In quantitative susceptibility mapping (QSM), the relationship between measured off-resonance shifts and underlying tissue susceptibility possesses mathematical singularities. This complicates computational approaches to the QSM problem¹. Currently, the gold standard for QSM utilizes multiple-orientation acquisitions² (where the patient moves to different angles with respect to the static magnetic field direction). This approach is robust to streaking artifacts, but is clinically impractical. Single-orientation datasets are the only clinically viable QSM alternative, but remain vulnerable to streaking artifacts, thus limiting the viability of QSM as a robust clinical imaging alternative. Here, we present a technique, volume-parcellated quantitative susceptibility mapping (VP-QSM), which performs QSM inversion on multiple reduced field-of-view (FOV) off-resonance maps, henceforth referred to as parcels, to create a composite susceptibility map with reduced streaking.

In VP-QSM, distal field information is neglected in the inversion of a target parcel. An assumption of VP-QSM is that sufficient parcel padding can be used to include relevant distal field information to within the numerical accuracy of the applied inversion. To demonstrate the validity of this principle, we can consider a spherically-approximated voxel of susceptibility, which has a well-known analytic dipole dependence. The distance at which this susceptibility source’s induced field perturbation contributes negligibly to the field-offset measurement ultimately determines the amount of necessary additional spatial information outside a target parcel that is needed to account for all local susceptibility sources within the target parcel. This threshold is dependent on field map noise, anticipated maximum tissue susceptibility offsets, and optimization voxel sizes.

In addition to this analytic derivation, a numerical phantom was developed to test the effect of removing distal information with varying amounts of overlap and zero-padding (Fig 1). Optimal parameters derived from these results are applied to multiple parcels covering the full FOV to create multiple local susceptibility maps, which are combined to form a composite susceptibility map. A small overlapping boundary between adjacent parcels was utilized to reduce parcel-combination artifacts (Fig 2).

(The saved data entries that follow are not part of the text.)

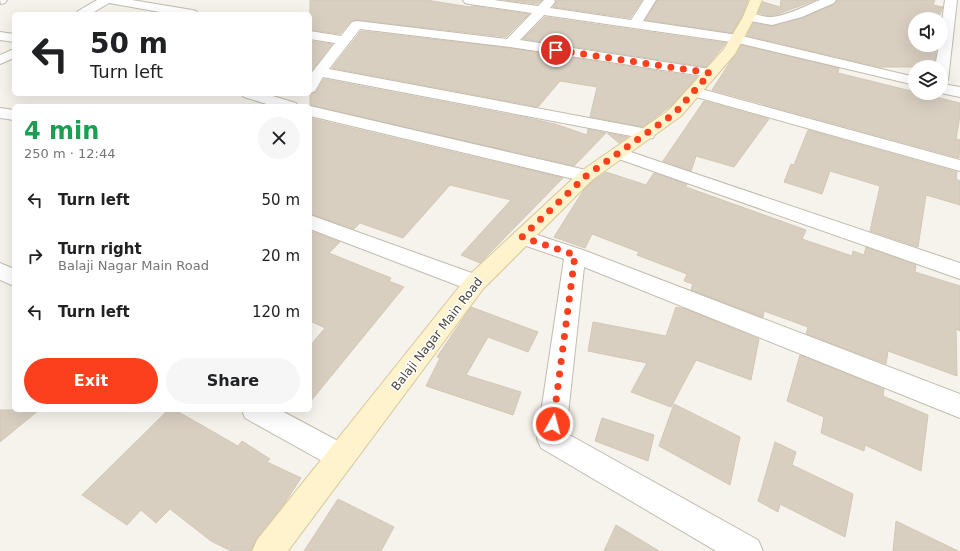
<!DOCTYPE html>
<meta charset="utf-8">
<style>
:root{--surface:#fff;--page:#f6f6f6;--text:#202124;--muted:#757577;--accent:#fc3f1d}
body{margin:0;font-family:"DejaVu Sans",sans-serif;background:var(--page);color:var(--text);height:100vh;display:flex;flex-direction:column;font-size:15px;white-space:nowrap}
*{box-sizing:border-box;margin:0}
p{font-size:13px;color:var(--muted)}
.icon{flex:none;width:22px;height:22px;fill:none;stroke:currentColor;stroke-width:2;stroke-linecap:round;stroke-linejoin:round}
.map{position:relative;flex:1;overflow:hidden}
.details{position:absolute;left:12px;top:104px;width:300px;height:308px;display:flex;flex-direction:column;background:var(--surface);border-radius:6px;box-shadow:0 4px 16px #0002}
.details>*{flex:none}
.hud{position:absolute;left:12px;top:12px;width:300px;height:84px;border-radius:6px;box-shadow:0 4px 16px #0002;background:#fff;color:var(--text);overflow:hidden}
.controls{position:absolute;left:908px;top:12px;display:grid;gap:8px}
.controls a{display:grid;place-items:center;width:40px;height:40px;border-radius:50%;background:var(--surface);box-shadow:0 4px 16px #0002;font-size:20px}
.pin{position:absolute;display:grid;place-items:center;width:34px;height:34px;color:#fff;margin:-17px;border:2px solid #fff;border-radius:50%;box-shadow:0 1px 4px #0007}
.me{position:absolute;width:44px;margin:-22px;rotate:7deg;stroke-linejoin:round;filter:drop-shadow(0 0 3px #0008)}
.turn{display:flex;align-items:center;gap:14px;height:84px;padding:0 12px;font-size:18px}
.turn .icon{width:52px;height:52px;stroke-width:2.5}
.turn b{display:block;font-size:28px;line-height:34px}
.round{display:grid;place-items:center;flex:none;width:42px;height:42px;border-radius:21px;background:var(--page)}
.overview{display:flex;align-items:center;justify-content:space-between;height:68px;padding:0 12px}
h1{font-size:24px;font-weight:700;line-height:30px;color:#1e9e55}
.button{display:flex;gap:8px;margin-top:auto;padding:8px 12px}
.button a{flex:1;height:46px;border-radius:24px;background:var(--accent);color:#fff;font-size:16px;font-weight:700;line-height:46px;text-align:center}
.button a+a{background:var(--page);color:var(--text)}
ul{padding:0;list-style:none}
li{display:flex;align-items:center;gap:12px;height:56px;padding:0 12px}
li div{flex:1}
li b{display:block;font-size:15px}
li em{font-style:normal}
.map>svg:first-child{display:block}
.building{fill:#d8cfc1;stroke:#d3c7b4}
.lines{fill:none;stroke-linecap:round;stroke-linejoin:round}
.street-casing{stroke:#c2bbae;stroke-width:2}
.secondary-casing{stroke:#d6c79b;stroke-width:2}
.street{fill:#fff;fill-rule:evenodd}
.secondary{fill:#fff3cd;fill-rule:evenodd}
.route{stroke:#fc3f1d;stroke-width:7;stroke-dasharray:0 12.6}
.labels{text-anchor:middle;stroke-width:3;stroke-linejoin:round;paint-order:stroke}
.street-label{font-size:12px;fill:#4b4439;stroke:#fff}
</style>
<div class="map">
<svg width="960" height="551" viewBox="0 0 960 551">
<rect width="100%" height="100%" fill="#f6f3ec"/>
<g class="building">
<polygon points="310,0 426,0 470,7 472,6 529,14 506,37 357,20 351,21 340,34 310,30"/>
<polygon points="505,0 542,0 537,4"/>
<polygon points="556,0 642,0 630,18 553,7 556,3"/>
<polygon points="657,0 748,0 742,16 732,33 645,20"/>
<polygon points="781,0 816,0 778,14 769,16 758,13 763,2 780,7"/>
<polygon points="837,0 935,0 933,5 943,7 938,19 915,19 915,45 937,45 934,67 879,67 747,36 753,23 772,26 802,18 835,4"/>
<polygon points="545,17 726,43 706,67 523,39"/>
<polygon points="361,31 510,48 697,77 672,105 643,127 590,117 597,87 560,81 538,107 332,68"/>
<polygon points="310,41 332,44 310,73"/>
<polygon points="741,45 839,68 838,73 960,103 960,116 956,139 960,140 959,158 712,90"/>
<polygon points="324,79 528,118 555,124 587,135 588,129 606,133 574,166 310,105 310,94 316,92"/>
<polygon points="704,101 769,119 734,167 696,156 691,171 663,161"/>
<polygon points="310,118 563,178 480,263 461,255 511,200 450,185 403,238 360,223 354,229 310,214"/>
<polygon points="808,130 957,172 956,179 960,181 960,205 926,195 918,247 870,231 880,186 830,171 822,194 784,182 791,164 794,165"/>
<polygon points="607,133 628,137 619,143"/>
<polygon points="606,172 646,185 654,173 687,184 686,187 806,230 802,239 852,256 853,251 864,255 866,247 916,265 915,272 960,286 960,331 956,329 957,376 888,351 886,364 806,334 808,327 764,311 763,317 691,290 693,284 684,281 687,274 637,255 639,252 592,234 585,248 554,237 583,191 593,181"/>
<polygon points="310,231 340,242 329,253 391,278 389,281 404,287 310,402 310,346 325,328 310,321"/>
<polygon points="471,307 538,332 528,352 488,337 466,375 521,392 513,415 426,386 440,358 437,357"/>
<polygon points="676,307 686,309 759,339 751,380 696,360 671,407 631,392 647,363 588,351 593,322 666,336"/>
<polygon points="800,355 884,389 883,396 928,415 921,471 865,445 864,451 821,433 824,417 787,401"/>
<polygon points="674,404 740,437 730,485 659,446"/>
<polygon points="0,410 39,410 0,442"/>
<polygon points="168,410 175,410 238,446 242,441 270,459 267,462 301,478 284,504 256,539 251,551 231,551 211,541 170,509 156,523 141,510 127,525 82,495"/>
<polygon points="602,418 654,435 648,461 595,441"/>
<polygon points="775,442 796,452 792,465 853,494 845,537 780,504 778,512 758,501"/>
<polygon points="338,499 394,527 381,551 304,551"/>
<polygon points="896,521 958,551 893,551"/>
<polygon points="616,525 659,551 604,551"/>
</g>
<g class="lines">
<defs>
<g id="street">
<polygon points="0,0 7,0 5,3 1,4"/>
<polygon points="97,0 132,0 192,10 196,11 198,14 171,14 109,3 91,14 76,14 78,11"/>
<polygon points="463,0 494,0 538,6 544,0 554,0 555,2 550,8 631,20 644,0 656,0 643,21 738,35 915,77 915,85 738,43 544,15 520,40 710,69 715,70 717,73 715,76 710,77 510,47 360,29 329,69 653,130 655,134 653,138 647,139 323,77 315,91 310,93 310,75 335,43 310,39 310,31 341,36 352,22 357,21 507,39 532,13 469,4 465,3"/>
<path d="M 820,0 L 836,0 L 834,3 L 802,17 L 772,25 L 745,20 L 743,17 L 745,14 C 754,12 763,18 772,17 C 789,15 805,6 820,0 Z"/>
<polygon points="945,0 957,0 948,80 946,83 943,84 960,87 960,97 941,93 941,67 935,67 939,45 941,45 941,28"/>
<polygon points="0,32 14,34 14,42 0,40"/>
<polygon points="14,49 14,58 0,64 0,55"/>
<polygon points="694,87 960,160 960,171 689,95 686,92 689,89"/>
<polygon points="241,94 266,94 296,103 298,106 273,106 244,97"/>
<polygon points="310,106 586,170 592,172 595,176 592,180 586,182 310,116"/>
<polygon points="0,108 14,110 14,120 0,118"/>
<polygon points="619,148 960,263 960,279 613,157 610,153 613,149"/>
<polygon points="310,215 483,277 486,283 483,289 475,291 467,289 310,229"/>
<polygon points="522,230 583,250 960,394 960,418 584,267 566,433 758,540 763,551 716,551 541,448 537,439 564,259 515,242 512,237 515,232"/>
<polygon points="0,263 14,269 14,286 0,280"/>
<polygon points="242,410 280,410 351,448 355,457 351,466 341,470 331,466 245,418"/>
</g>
<polygon id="secondary" points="750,0 762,0 755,17 735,54 681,116 592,180 483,289 288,551 252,551 257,540 467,277 580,172 669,110 724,49 743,17"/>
</defs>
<use href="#street" class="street-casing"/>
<use href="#secondary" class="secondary-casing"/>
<use href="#street" class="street"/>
<use href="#secondary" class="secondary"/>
</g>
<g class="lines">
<polyline class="route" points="553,424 575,255 522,237 586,176 675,113 710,73 556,50"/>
</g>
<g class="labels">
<g class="street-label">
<text transform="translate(437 334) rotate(-52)" y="4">Balaji Nagar Main Road</text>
</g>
</g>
</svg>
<div class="controls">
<a><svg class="icon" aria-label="sound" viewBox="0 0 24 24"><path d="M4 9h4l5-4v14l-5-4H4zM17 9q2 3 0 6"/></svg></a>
<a><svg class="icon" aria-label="layers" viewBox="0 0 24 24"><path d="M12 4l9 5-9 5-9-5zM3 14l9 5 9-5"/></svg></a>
</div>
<div class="pin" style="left:556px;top:50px;background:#d93025"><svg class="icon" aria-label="arrive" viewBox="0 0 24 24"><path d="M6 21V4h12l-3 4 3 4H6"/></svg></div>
<svg class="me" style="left:553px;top:424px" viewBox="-20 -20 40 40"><circle r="17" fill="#fc3f1d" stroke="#fff" stroke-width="3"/><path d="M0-11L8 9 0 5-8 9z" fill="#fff"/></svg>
<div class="hud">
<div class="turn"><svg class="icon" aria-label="left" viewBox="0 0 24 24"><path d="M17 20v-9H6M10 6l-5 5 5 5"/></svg><div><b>50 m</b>Turn left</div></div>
</div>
<section class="details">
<div class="overview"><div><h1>4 min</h1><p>250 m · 12:44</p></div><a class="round"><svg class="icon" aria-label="close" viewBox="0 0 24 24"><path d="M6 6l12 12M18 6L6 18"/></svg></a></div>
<ul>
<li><svg class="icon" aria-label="left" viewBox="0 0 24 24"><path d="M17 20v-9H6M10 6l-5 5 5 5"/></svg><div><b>Turn left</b></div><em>50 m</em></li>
<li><svg class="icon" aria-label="right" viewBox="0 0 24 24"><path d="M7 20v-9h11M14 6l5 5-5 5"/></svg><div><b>Turn right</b><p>Balaji Nagar Main Road</p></div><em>20 m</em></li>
<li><svg class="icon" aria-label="left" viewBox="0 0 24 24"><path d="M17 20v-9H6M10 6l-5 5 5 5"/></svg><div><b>Turn left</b></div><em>120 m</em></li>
</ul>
<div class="button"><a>Exit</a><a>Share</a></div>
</section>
</div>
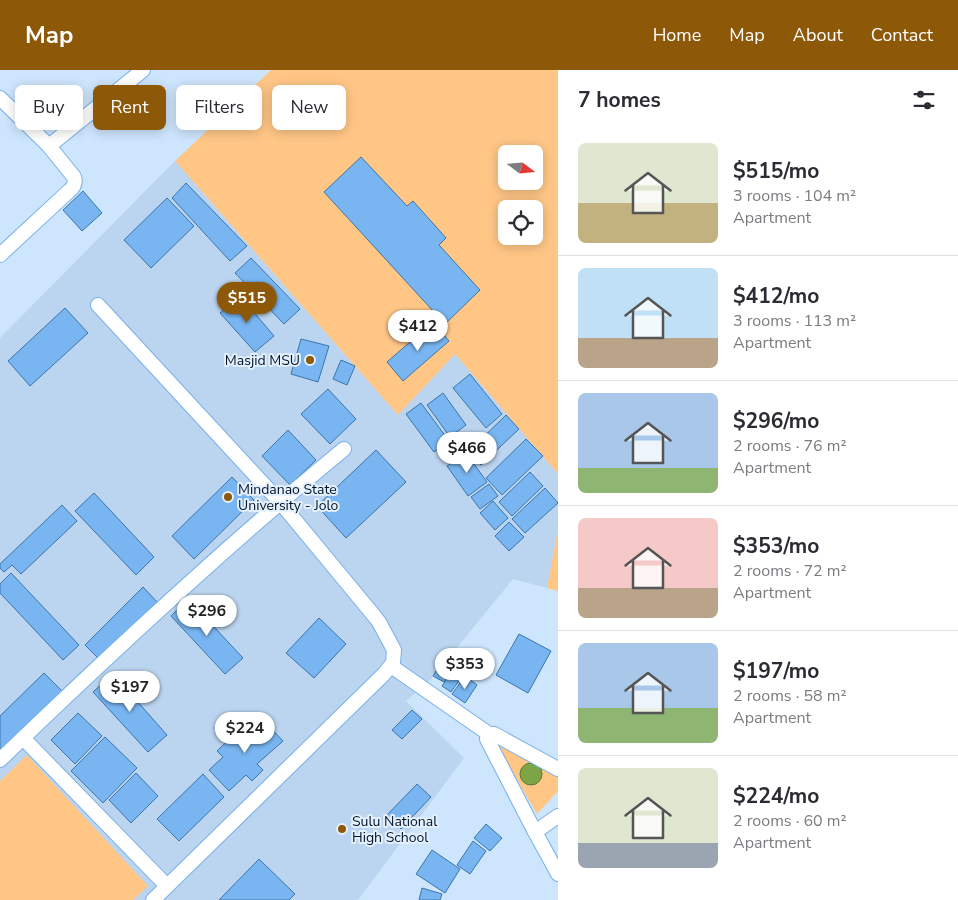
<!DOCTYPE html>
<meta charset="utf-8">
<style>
:root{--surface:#fff;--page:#f7f7f7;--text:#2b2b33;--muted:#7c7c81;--line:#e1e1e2;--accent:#8d5808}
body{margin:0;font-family:"Nunito Sans",sans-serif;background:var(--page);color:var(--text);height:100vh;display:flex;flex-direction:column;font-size:19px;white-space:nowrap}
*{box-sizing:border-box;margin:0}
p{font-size:16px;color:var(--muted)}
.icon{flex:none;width:28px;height:28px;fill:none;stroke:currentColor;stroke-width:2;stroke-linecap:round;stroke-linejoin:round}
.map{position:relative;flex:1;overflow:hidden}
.drawer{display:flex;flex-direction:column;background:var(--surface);width:400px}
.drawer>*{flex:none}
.hud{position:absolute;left:15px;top:15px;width:468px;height:45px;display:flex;gap:10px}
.needle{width:32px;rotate:106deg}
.tools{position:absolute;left:498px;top:75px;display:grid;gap:10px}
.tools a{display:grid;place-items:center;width:45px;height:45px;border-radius:8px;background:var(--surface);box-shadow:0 2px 12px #0003;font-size:25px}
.price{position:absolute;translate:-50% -42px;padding:0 11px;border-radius:18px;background:#fff;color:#222;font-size:16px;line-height:32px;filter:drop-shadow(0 1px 2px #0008)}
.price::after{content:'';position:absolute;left:50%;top:30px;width:15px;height:11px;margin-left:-8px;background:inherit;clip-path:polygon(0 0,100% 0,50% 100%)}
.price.on{background:var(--accent);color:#fff}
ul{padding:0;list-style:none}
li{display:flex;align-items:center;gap:15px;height:125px;padding:0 20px}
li+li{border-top:1px solid var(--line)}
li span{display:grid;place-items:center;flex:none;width:140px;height:100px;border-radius:8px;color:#555}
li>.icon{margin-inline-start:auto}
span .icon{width:60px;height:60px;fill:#fffc;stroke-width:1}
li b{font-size:21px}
h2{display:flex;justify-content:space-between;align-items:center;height:60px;padding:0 20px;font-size:21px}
.tag{padding:0 18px;border-radius:8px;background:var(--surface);box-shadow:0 2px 12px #0003;font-size:18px;line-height:45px}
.tag.on{background:var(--accent);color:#fff}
header{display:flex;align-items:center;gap:30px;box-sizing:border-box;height:70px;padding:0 25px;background:var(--accent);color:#fff}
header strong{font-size:24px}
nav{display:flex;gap:28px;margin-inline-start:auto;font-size:18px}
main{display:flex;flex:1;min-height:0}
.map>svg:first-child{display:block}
.built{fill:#bbd4ef}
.green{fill:#ffc686;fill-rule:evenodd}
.water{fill:#7da545;stroke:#587a3d}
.building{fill:#79b6f1;stroke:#3b75ab}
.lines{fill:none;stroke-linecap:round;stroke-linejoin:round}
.minor-casing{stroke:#76b1eb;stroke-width:16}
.minor{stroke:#fff;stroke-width:14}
.poi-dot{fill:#8d5808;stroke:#e4f0fd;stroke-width:2}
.labels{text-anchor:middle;stroke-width:4;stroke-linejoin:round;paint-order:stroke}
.poi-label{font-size:14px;fill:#001429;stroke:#e4f0fd;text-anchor:start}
</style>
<header>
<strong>Map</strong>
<nav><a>Home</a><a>Map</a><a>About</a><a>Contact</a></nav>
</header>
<main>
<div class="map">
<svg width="558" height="830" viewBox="0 0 558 830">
<rect width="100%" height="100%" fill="#cde5fd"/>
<path class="built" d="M175 91 398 345 455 284 558 404V459L547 518 513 509 431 609 406 631 464 688 358 830H0V268Z"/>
<g class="green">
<path d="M271 0H558V404L455 284 398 345 175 91ZM506 84H534V111H506ZM506 139H534V166H506Z"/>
<path d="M558 459V521L547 518Z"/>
<path d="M492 667 558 701V721L537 744Z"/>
<path d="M27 685 148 816 133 830H0V711Z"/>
</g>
<circle class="water" cx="531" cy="704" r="11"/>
<g class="building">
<path d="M361 87 407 136 413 131 446 168 439 175 480 220 445 254 324 122Z"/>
<path d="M186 113 247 176 230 191 172 128Z"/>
<path d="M83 121 102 143 82 161 63 140Z"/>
<path d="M167 128 194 156 151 198 124 170Z"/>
<path d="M251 188 300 239 284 254 235 203Z"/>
<path d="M240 226 274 266 255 282 220 243Z"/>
<path d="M65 238 88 263 30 316 8 291Z"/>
<path d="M433 252 449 271 403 311 387 292Z"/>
<path d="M301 269 329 276 318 312 291 304Z"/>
<path d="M341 290 355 296 347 315 333 309Z"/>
<path d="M470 304 502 344 486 358 453 318Z"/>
<path d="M328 319 356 349 330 374 301 344Z"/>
<path d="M443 323 466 355 450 367 427 335Z"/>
<path d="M421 333 449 371 434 382 406 344Z"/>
<path d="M506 345 519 359 481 395 468 382Z"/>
<path d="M288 360 316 390 290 415 262 386Z"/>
<path d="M526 369 543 386 502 425 486 408Z"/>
<path d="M376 380 406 412 346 468 317 436Z"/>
<path d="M466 383 487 412 468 426 447 396Z"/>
<path d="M530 402 543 416 512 446 499 432Z"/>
<path d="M232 407 254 430 194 489 172 466Z"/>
<path d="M489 414 498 426 480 439 471 427Z"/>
<path d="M545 418 558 433 525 463 512 449Z"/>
<path d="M94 423 154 487 136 505 75 441Z"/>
<path d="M493 431 508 448 495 460 480 443Z"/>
<path d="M62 435 77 451 21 504 12 495 4 502 0 498V494Z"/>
<path d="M509 452 524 467 509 481 495 466Z"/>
<path d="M11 503 79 575 63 590 0 523V514Z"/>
<path d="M143 517 158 533 100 590 85 575Z"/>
<path d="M188 529 243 588 225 604 171 546Z"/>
<path d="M319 548 346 574 314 608 286 583Z"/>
<path d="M519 564 551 581 528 623 496 605Z"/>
<path d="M448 582 458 588 444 612 433 606Z"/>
<path d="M457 595 466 601 451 622 442 616Z"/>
<path d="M44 603 62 621 0 683V646Z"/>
<path d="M113 604 167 665 148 682 93 622Z"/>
<path d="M465 606 477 615 465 633 452 624Z"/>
<path d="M412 640 422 649 402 669 392 660Z"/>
<path d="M78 643 102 666 75 694 51 670Z"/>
<path d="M262 649 283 671 257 694 263 700 252 711 246 705 229 721 209 700 223 687 217 681 241 658 246 663Z"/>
<path d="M105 667 137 698 103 733 71 701Z"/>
<path d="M136 703 158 726 131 753 109 730Z"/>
<path d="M203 704 224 727 179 771 157 749Z"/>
<path d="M417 714 431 727 401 759 387 745Z"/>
<path d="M486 754 502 768 490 781 474 768Z"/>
<path d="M473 771 486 781 470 804 457 795Z"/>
<path d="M432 780 460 799 445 823 416 804Z"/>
<path d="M259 789 295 824 289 830H219Z"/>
<path d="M422 818 442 824 440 830H419Z"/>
</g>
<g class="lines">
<defs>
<g id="minor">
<path d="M0 28 49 76 74 107C76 113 74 117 69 121L0 185"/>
<path d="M49 76 143 0"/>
<path d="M98 235 280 432 371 542 379 552 394 580 393 593 383 605 153 830"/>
<path d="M391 596 489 664"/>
<path d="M23 668 167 816"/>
<path d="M0 690C111 583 225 477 344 379"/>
<path d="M558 746 535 762 558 804"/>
<path d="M535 762 487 669 489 664H494L558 699"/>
</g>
</defs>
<use href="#minor" class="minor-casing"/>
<use href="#minor" class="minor"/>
</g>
<g class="poi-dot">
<circle cx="310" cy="290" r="5"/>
<circle cx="228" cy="427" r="5"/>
<circle cx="342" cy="759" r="5"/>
</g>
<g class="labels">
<g class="poi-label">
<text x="300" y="295" text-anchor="end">Masjid MSU</text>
<text x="238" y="424">Mindanao State<tspan x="238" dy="16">University - Jolo</tspan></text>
<text x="352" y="756">Sulu National<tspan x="352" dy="16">High School</tspan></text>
</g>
</g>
</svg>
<div class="tools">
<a><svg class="needle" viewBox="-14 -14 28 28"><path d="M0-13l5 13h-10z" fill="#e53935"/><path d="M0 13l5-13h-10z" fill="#7c7c81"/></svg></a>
<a><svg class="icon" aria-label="locate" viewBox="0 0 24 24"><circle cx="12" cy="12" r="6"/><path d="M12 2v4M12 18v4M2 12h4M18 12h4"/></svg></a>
</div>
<b class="price on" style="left:247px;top:254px">$515</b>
<b class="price" style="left:418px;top:282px">$412</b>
<b class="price" style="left:467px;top:404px">$466</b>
<b class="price" style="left:207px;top:567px">$296</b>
<b class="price" style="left:465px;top:620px">$353</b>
<b class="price" style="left:130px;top:643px">$197</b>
<b class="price" style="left:245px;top:684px">$224</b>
<div class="hud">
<a class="tag">Buy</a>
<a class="tag on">Rent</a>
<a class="tag">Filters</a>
<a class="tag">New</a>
</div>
</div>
<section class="drawer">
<h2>7 homes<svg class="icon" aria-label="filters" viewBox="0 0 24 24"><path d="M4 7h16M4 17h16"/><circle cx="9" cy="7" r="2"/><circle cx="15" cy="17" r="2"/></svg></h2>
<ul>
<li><span style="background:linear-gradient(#dfe7d0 60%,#c2b280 0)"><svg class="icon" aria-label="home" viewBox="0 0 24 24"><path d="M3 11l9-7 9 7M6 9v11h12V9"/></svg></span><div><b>$515/mo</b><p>3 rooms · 104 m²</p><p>Apartment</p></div></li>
<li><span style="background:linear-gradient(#bfe0f5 70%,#b9a48a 0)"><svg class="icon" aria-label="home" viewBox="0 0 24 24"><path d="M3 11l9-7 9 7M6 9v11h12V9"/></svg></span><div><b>$412/mo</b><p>3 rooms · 113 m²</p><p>Apartment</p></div></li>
<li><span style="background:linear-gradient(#a9c7e8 75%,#8fb573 0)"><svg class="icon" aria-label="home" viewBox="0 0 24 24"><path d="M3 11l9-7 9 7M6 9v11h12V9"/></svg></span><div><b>$296/mo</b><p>2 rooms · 76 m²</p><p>Apartment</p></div></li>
<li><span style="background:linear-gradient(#f6c9c9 70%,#b9a48a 0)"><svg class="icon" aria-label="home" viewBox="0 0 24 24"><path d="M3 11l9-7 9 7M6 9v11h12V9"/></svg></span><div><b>$353/mo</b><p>2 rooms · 72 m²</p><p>Apartment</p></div></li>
<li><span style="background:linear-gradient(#a9c7e8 65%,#8fb573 0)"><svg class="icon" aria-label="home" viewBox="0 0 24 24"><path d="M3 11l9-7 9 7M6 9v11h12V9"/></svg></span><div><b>$197/mo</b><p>2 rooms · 58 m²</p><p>Apartment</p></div></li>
<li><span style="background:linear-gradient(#dfe7d0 75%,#9aa5b1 0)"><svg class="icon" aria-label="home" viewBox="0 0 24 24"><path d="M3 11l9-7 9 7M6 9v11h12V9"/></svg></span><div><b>$224/mo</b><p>2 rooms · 60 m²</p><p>Apartment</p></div></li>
</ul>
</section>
</main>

In-vivo results are shown from a healthy control dataset acquired on a 7T GE Healthcare Discovery 950 scanner. In addition, a cohort analysis of ten brain cancer patients, ten recently-concussed patients, and ten controls scanned on a GE 3T Discovery 750 scanner was performed to compare streaking artifact reduction with VP-QSM. Brains were masked with brain extraction tool³, background field was removed with projection onto dipole fields⁴, and susceptibility maps were generated with MEDI⁵. Streaking artifacts were estimated by subtracting the absolute values of both the volume-parcellated and full FOV susceptibility map. Computational performances for different parcel amounts were performed in MATLAB with up to 12 cores.

Analytic derivations and numerical simulations both showed that roughly 1.0 cm of additional spatial information (red X, Fig 1e) is sufficient to retain quantitative accuracy with reduced FOV regularization. This estimate is provided for the presented 3T imaging data, using a maximum expected susceptibility of 0.70 ppm, 2mm³ voxels, and field noise of 0.1 Hz. This value can change depending on static field strength, field map SNR, and voxel resolution. Computational performance (Table 1) determined 512 equally-spaced parcels provided sufficient tradeoff for computational expense and parcel size, which was used for VP-QSM with the numerical phantom and in-vivo datasets. For the numerical phantom, volume-parcellation provided comparable RMSE to standard full FOV processing (6.2E-6 to 5.9E-6, respectively). An example of streaking reduction feasible with VP-QSM is shown in the 7T in-vivo dataset (red arrows, Fig 3). For the cohort analysis, a noticeable reduction in streaking artifacts was observed for all datasets (Figure 4).Volume-parcellation constrains streaking artifacts to individual parcels, limiting their propagation throughout the volume and improving the quality of the composite susceptibility map. In addition, improved spatial field information within a parcel will improve convergence in the regularization in the target parcel. With sufficient additional spatial information and proper background correction methods, this provides a means to create quantitatively accurate susceptibility maps with limited streaking artifacts.VP-QSM, which is compatible with all existing susceptibility mapping algorithms, allows for improved stabilization of QSM near regions of poor field estimates. In addition, VP-QSM is well-suited for use with distributed computing algorithms for fast computation. Streaking artifacts are often encountered in ultra-high field QSM, as well as in large-cohort studies of clinical or untrained volunteer populations. In addition, automated pipelines are often more vulnerable to streaking due to intermittent errors in phase-unwrapping, background field removal, or brain masking algorithms. VP-QSM offers a mechanism to add robustness to existing QSM studies that are often compromised by these systematic limitations.